Dans l’administration Bush, les conservateurs pensent qu’ils peuvent agir seuls comme l’a montré le déclenchement de la guerre en Irak. Il faut développer la coopération internationale en Irak. Le fondamentalisme ne permet pas de résoudre les problèmes du monde.
L’opposition à la mondialisation est portée par des personnes qui n’ont pas pu en bénéficier. Nous devons leur prouver qu’ils ont tort.

« La démocratie en Irak n’est pas le seul objectif des États-Unis »

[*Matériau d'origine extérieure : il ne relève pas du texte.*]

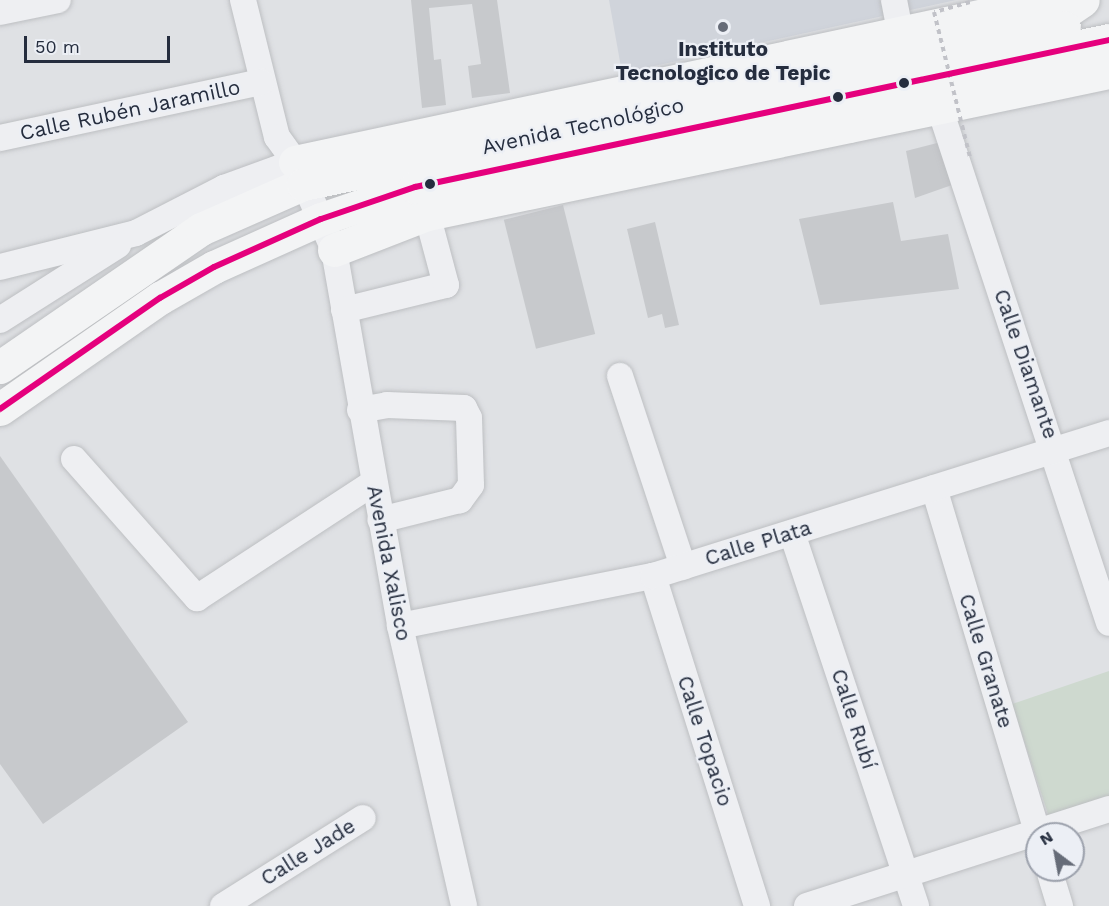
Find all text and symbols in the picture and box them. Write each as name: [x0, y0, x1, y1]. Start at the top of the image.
marker: Instituto Tecnologico de Tepic: [716, 20, 730, 34]
scale bar: [27, 24, 172, 62]
text: 50 m: [35, 36, 80, 57]
place label: Instituto Tecnologico de Tepic: [615, 36, 831, 86]
street label: Calle Rubén Jaramillo: [17, 74, 243, 146]
unlabelled marker: [898, 77, 910, 89]
unlabelled marker: [832, 91, 844, 103]
street label: Avenida Tecnológico: [479, 92, 687, 160]
unlabelled marker: [424, 178, 436, 190]
street label: Calle Diamante: [989, 286, 1063, 442]
street label: Avenida Xalisco: [361, 483, 417, 643]
street label: Calle Plata: [702, 515, 814, 571]
street label: Calle Granate: [954, 591, 1018, 731]
street label: Calle Rubí: [826, 666, 882, 772]
street label: Calle Topacio: [672, 672, 738, 810]
street label: Calle Jade: [256, 813, 360, 891]
north arrow: [1025, 822, 1085, 882]
text: N: [1036, 827, 1056, 849]

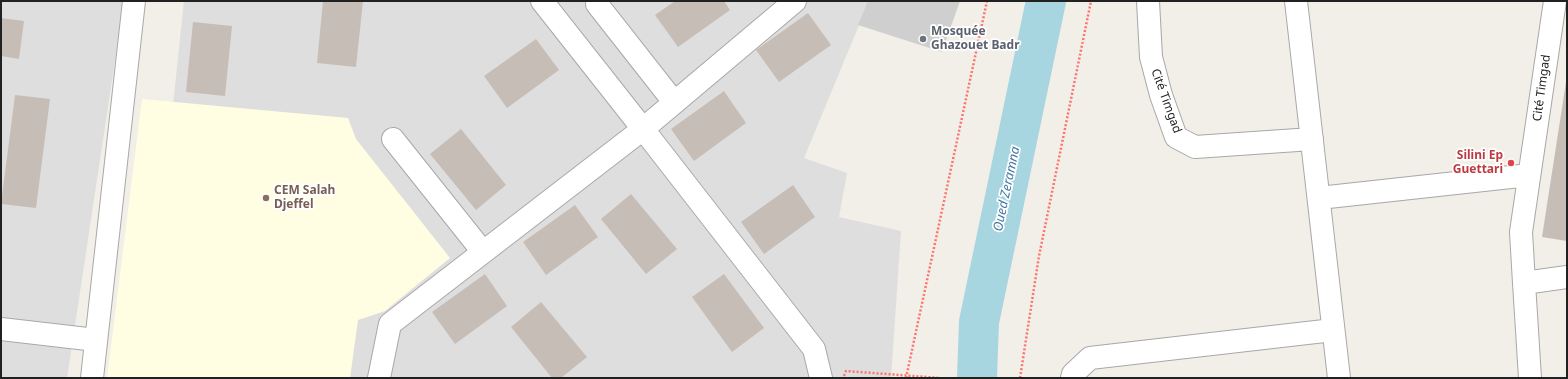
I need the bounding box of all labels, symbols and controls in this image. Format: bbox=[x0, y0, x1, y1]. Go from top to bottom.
place label: Mosquée Ghazouet Badr bbox=[931, 25, 1019, 53]
marker: Mosquée Ghazouet Badr bbox=[918, 34, 928, 44]
street label: Cité Timgad bbox=[1530, 54, 1554, 122]
street label: Cité Timgad bbox=[1148, 67, 1184, 135]
water label: Oued Zeramna bbox=[990, 145, 1024, 233]
place label: Silini Ep Guettari bbox=[1453, 149, 1503, 177]
marker: Silini Ep Guettari bbox=[1506, 158, 1516, 168]
place label: CEM Salah Djeffel bbox=[274, 184, 335, 212]
marker: CEM Salah Djeffel bbox=[261, 193, 271, 203]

La democracia en Irak no es sólo tarea de EE.UU
Clarin (Argentine)

[AUTEUR] [Henry Kissinger] est ancien secrétaire d’État et conseiller de sécurité national états-unien. Il est président démissionnaire de la Commission d’enquête indépendante sur le 11 septembre. Il est président de Kissinger Associates

[RESUME] La résolution unanime du Conseil de sécurité sur l’Irak est un succès diplomatique pour les États-Unis : le texte accepte l’occupation états-unienne et définit un processus pour le retour de l’Irak à l’auto-gouvernement qui se fonde sur le retour à la stabilité de ce pays. Dans le même temps, les réserves de la Russie, de la France et de l’Allemagne montrent que le multilatéralisme fait plus un retour formel que réel. L’ordre mondial dépend moins de votes communs que d’actions et de perceptions communes.
Aujourd’hui, si tous s’accordent sur la nécessité de sécuriser l’Irak, d’y instaurer un gouvernement stable et légitime, de restaurer promptement la souveraineté irakienne et de reconstruire la pays, les désaccords demeurent sur les moyens et notamment sur la méthode pour créer un gouvernement irakien. Les États-Unis veulent confier à une autorité gouvernementale désignée la responsabilité de rédiger une constitution qui devra être approuvée par référendum avant que des élections aient lieu. La France, la Russie et l’Allemagne veulent au contraire la création rapide d’une entité politique souveraine. Toutefois, la vraie question n’est pas le procédé, mais la phase suivante. L’efficacité du gouvernement irakien dépendra de la reconnaissance internationale dont il disposera.
Il ne faut pas croire que la constitution mettra fin aux combats en Irak. La présence d’une force militaire en Irak est donc indispensables pour de longues années encore. Cette force doit comporter plusieurs pays et il faut à la fois éviter l’action solitaire des États-Unis et le multilatéralisme abstrait. Les États-Unis doivent donc partager les responsabilités avec leurs alliés en Irak afin de restaurer les relations transatlantiques et d’augmenter la légitimité du gouvernement irakien. Si l’objectif des alliés n’est pas simplement de limiter l’influence des États-Unis dans le monde alors ils s’impliqueront.
Nous instaurerons un gouvernement en Irak qui, s’il ne sera pas tout de suite un gouvernement démocratique à l’occidentale, respectera les Droits de l’homme, l’autonomie des Kurdes et ne fera pas de discrimination à l’encontre des femmes.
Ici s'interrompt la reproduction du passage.